Counting only lines below that contain the string "above", give the total as a single number.
════════════════
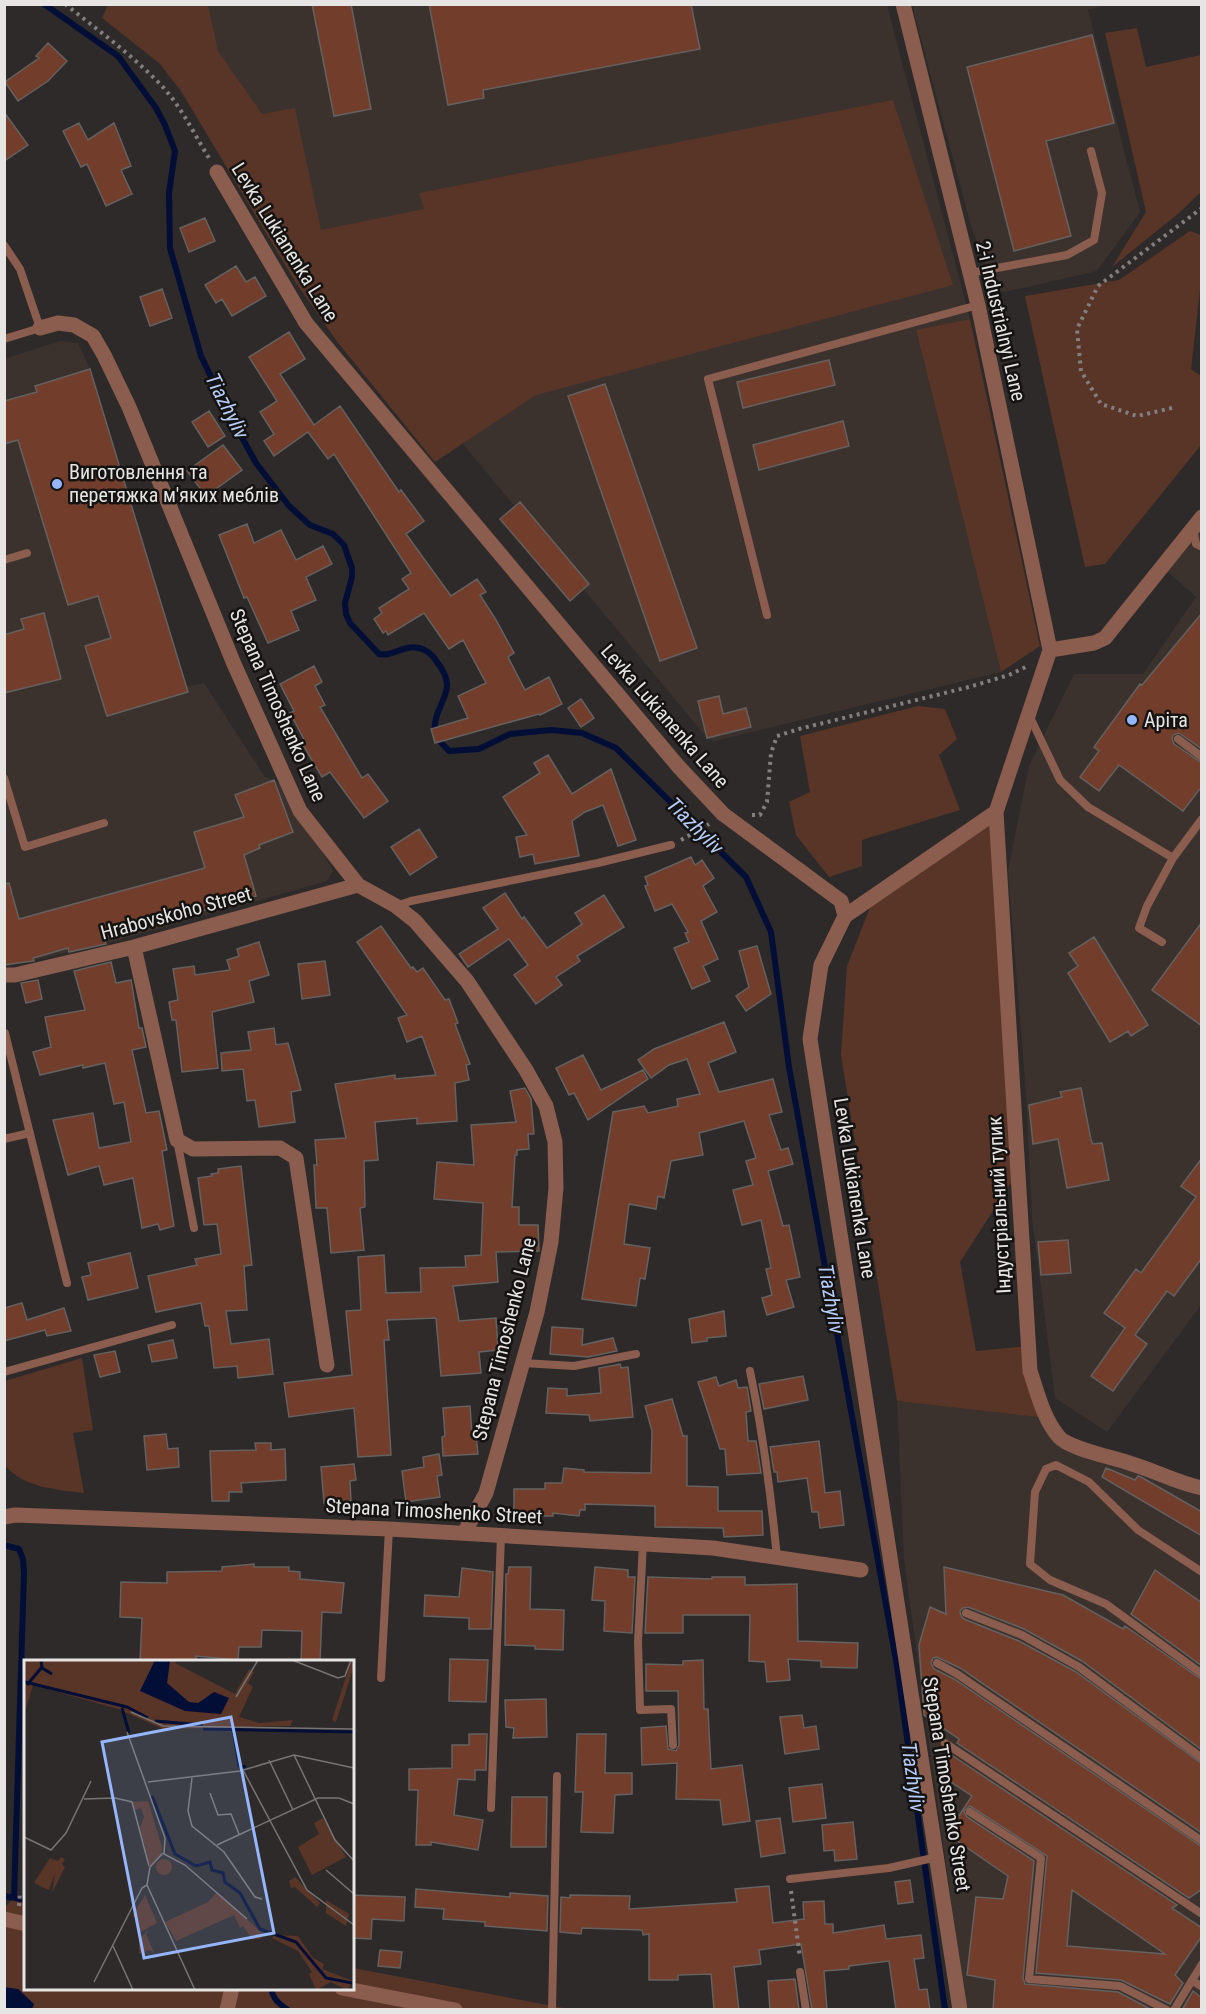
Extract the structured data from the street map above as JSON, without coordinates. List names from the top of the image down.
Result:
{
  "streets": {
    "street": [
      "Levka Lukianenka Lane",
      "2-i Industrialnyi Lane",
      "Stepana Timoshenko Lane",
      "Hrabovskoho Street",
      "Індустріальний тупик",
      "Stepana Timoshenko Street"
    ]
  },
  "crossings": [
    ["Levka Lukianenka Lane", "Stepana Timoshenko Street"],
    ["Stepana Timoshenko Lane", "Hrabovskoho Street"],
    ["Stepana Timoshenko Lane", "Stepana Timoshenko Street"]
  ],
  "water": ["Tiazhyliv"],
  "places": ["Виготовлення та перетяжка м'яких меблів", "Аріта"]
}
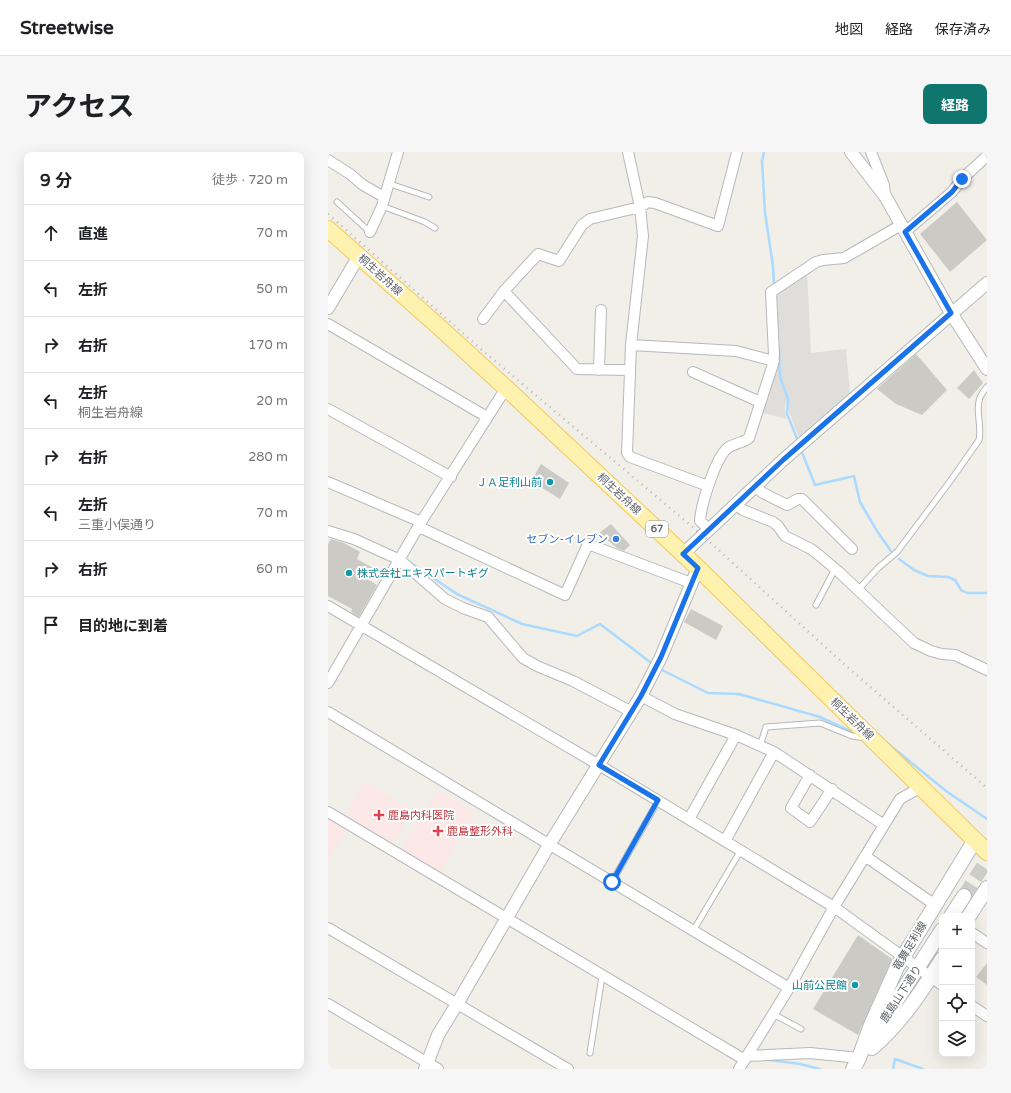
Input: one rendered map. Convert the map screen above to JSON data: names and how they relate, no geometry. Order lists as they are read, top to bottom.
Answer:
{
  "streets": {
    "main road": [
      "桐生岩舟線",
      "67",
      "竜舞足利線",
      "鹿島山下通り"
    ]
  },
  "crossings": [
    ["桐生岩舟線", "竜舞足利線"],
    ["竜舞足利線", "鹿島山下通り"]
  ],
  "places": {
    "other": [
      "ＪＡ足利山前",
      "セブン-イレブン",
      "株式会社エキスパートギグ",
      "山前公民館"
    ],
    "health": ["鹿島内科医院", "鹿島整形外科"]
  },
  "page": {
    "header": "Streetwise",
    "nav": ["地図", "経路", "保存済み"],
    "title": "アクセス",
    "buttons": "経路",
    "heading": ["9 分", "徒歩 · 720 m"],
    "list": [
      ["直進", "70 m"],
      ["左折", "50 m"],
      ["右折", "170 m"],
      ["左折", "桐生岩舟線", "20 m"],
      ["右折", "280 m"],
      ["左折", "三重小俣通り", "70 m"],
      ["右折", "60 m"],
      "目的地に到着"
    ],
    "map_buttons": ["+", "−"]
  }
}
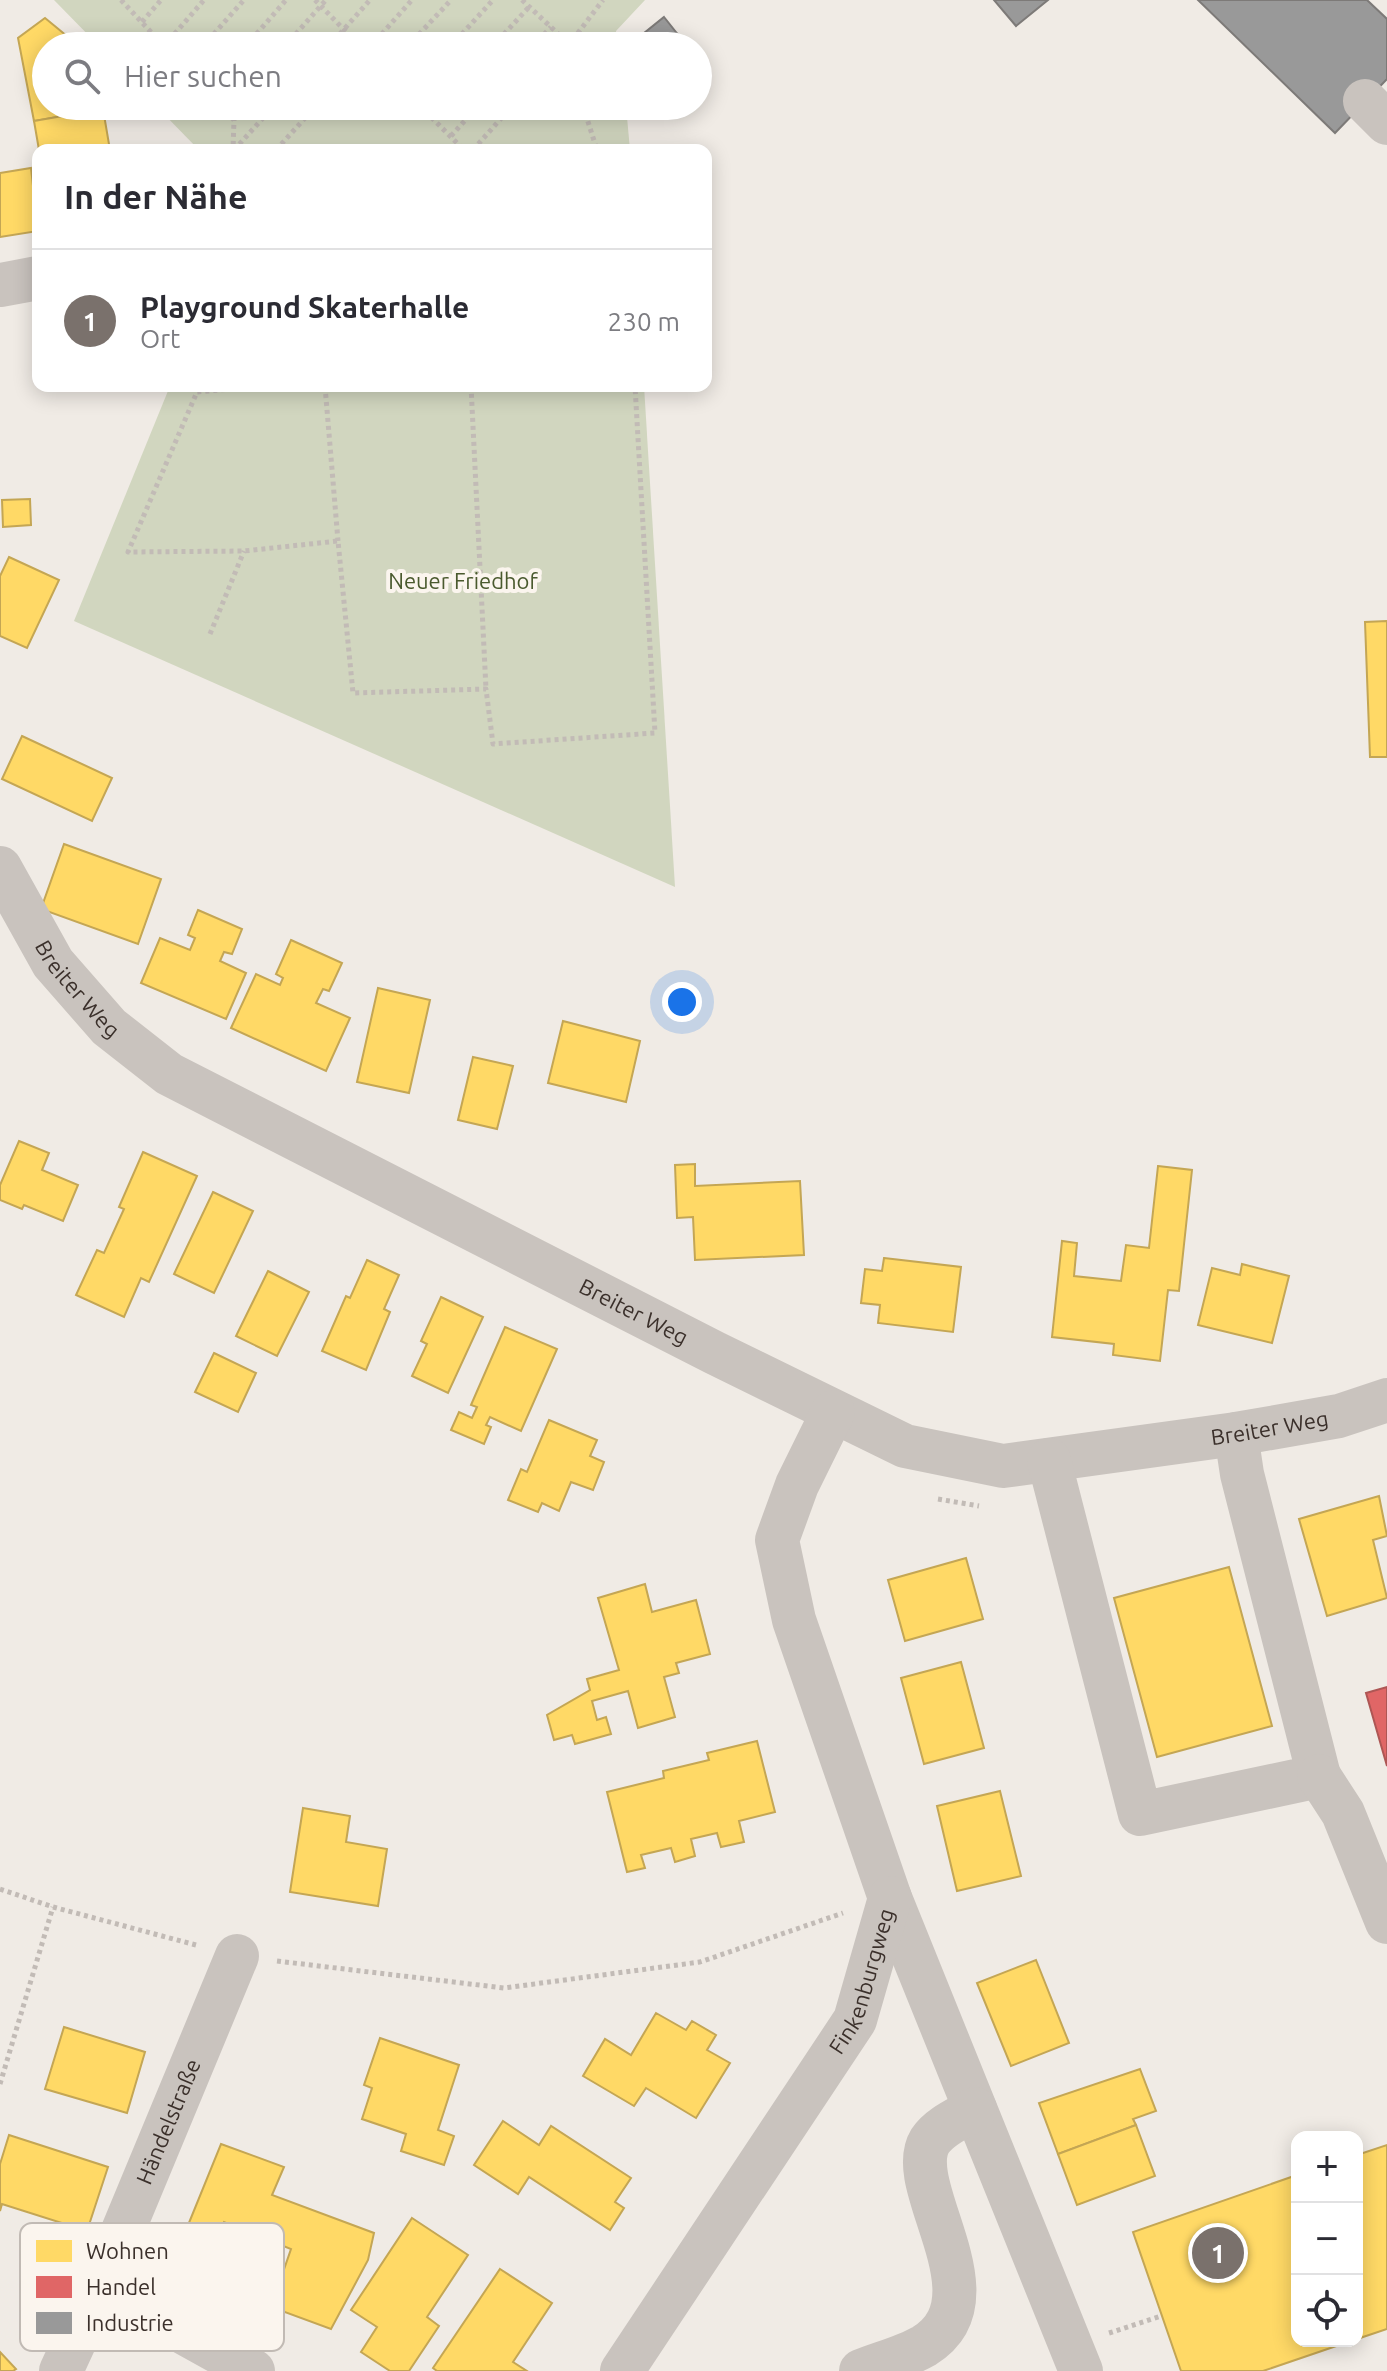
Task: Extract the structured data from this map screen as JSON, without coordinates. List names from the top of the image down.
{
  "streets": {
    "street": ["Breiter Weg", "Finkenburgweg", "Händelstraße"]
  },
  "crossings": [
    ["Breiter Weg", "Finkenburgweg"]
  ],
  "parks": ["Neuer Friedhof"],
  "legend": ["Wohnen", "Handel", "Industrie"],
  "page": {
    "search": "Hier suchen",
    "heading": "In der Nähe",
    "list": [
      {
        "mark": "1",
        "name": "Playground Skaterhalle",
        "note": "Ort",
        "value": "230 m"
      }
    ],
    "map_buttons": ["+", "−"],
    "pins": "1"
  }
}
════════════════
Task solution: 2